My colleague Roy Westbrook really enjoyed this release, and so did I. Having completed their series of Bach’s sacred cantatas so triumphantly, Suzuki and the BCJ are now deep into their series of secular cantatas. Both of these are unashamedly celebratory, written in Leipzig to celebrate King August III of Saxony.

Schleicht, spielende Wellen focuses on river imagery to celebrate the King. The four soloists represent four rivers, each of which represents a different territory: the bass represents the Vistula (Poland), the tenor is the Elbe (for Saxony), the alto is the Danube (Austria), while the soprano takes on the Pleiße (representing the city of Leipzig). They all have a claim on the ruler but, in the end, the Vistula and Elbe agree to share him, representing Augustus’ election to the throne of Poland.

Bach meets this watery drama with music that is full of undulations to speak of the waves, and it’s a typical masterstroke to begin the first movement with a quiet murmur which then explodes all the more strikingly into the tutti with trumpets and drums.

Preise Dein Glücke, on the other hand, was written in great haste to commemorate the royal family’s surprise visit to Leipzig for the annual Michaelmas Fair of 1734. In this case the overtly celebratory tone is evident from the outset and many listeners will recognise the Hosanna from the B minor mass in the opening chorus, here brought to life with thrilling immediacy.

Suzuki and his team are world-leading experts in the world of Bach’s cantatas. Their sacred series brought studio perfection that John Eliot Gardiner’s set lacked (for better and for worse), and not even Gardiner has paid so much attention to the secular cantatas like this. No one, therefore, will be surprised to learn that these are very good.

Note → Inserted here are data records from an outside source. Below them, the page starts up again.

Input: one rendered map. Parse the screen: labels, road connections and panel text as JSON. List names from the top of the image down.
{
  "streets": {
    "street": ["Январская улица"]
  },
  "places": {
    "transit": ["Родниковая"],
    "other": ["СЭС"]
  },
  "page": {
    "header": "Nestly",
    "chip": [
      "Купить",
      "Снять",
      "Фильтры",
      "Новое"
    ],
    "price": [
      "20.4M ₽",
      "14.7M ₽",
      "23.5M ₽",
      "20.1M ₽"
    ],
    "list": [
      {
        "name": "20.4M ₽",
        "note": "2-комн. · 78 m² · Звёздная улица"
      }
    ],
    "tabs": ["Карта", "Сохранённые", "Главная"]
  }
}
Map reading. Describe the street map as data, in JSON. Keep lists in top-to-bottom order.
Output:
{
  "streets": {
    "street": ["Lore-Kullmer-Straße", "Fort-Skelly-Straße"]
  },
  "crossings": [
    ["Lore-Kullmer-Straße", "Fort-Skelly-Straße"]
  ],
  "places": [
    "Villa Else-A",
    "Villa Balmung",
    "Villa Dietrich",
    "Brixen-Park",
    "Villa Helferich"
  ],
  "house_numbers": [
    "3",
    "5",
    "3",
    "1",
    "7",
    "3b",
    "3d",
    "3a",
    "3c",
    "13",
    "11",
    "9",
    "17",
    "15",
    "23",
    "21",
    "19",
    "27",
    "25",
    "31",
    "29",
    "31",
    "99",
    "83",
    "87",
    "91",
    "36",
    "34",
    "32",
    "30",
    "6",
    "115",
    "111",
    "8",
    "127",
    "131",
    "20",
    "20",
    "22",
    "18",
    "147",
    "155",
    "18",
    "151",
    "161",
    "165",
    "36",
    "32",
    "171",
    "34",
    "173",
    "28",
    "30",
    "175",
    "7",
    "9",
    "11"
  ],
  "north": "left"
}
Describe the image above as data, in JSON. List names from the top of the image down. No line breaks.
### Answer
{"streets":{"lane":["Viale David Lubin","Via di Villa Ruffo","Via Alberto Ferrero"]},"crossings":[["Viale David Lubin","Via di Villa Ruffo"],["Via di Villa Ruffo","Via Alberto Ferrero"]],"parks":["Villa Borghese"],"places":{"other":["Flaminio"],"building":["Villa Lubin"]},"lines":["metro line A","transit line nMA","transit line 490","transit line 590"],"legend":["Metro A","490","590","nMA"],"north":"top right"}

The soloists are all stars. Hana Blažiková plays the mediator in BWV 206, so she is apportioned music of melting beauty which she sings with a most alluring gleam, and she is helped in her aria with a series of flutes that carol delightfully alongside her. Hiroya Aoki has a beautifully ethereal voice which brings an almost ghostly splendour to his aria in BWV 206. Charles Daniels makes a wonderfully mellifluous sound as the river Elbe, and his vocal acrobatics are very impressive in BWV 215. Roderick Williams executes the tricky coloratura in both cantatas with impressive aplomb, and sings with as much presence and character as we have come to expect from him. The chorus don't have a huge amount to do, but they sound great in the choruses which bookend each cantata.

Throughout there is a forward presence to the sound, capturing the space of the acoustic very well, and the ensemble’s much-lauded precision and cleanliness of attack helps give the whole thing great bounce and drive. Suzuki himself directs the whole thing with great grace and even the odd touch of humour. In short, a great success.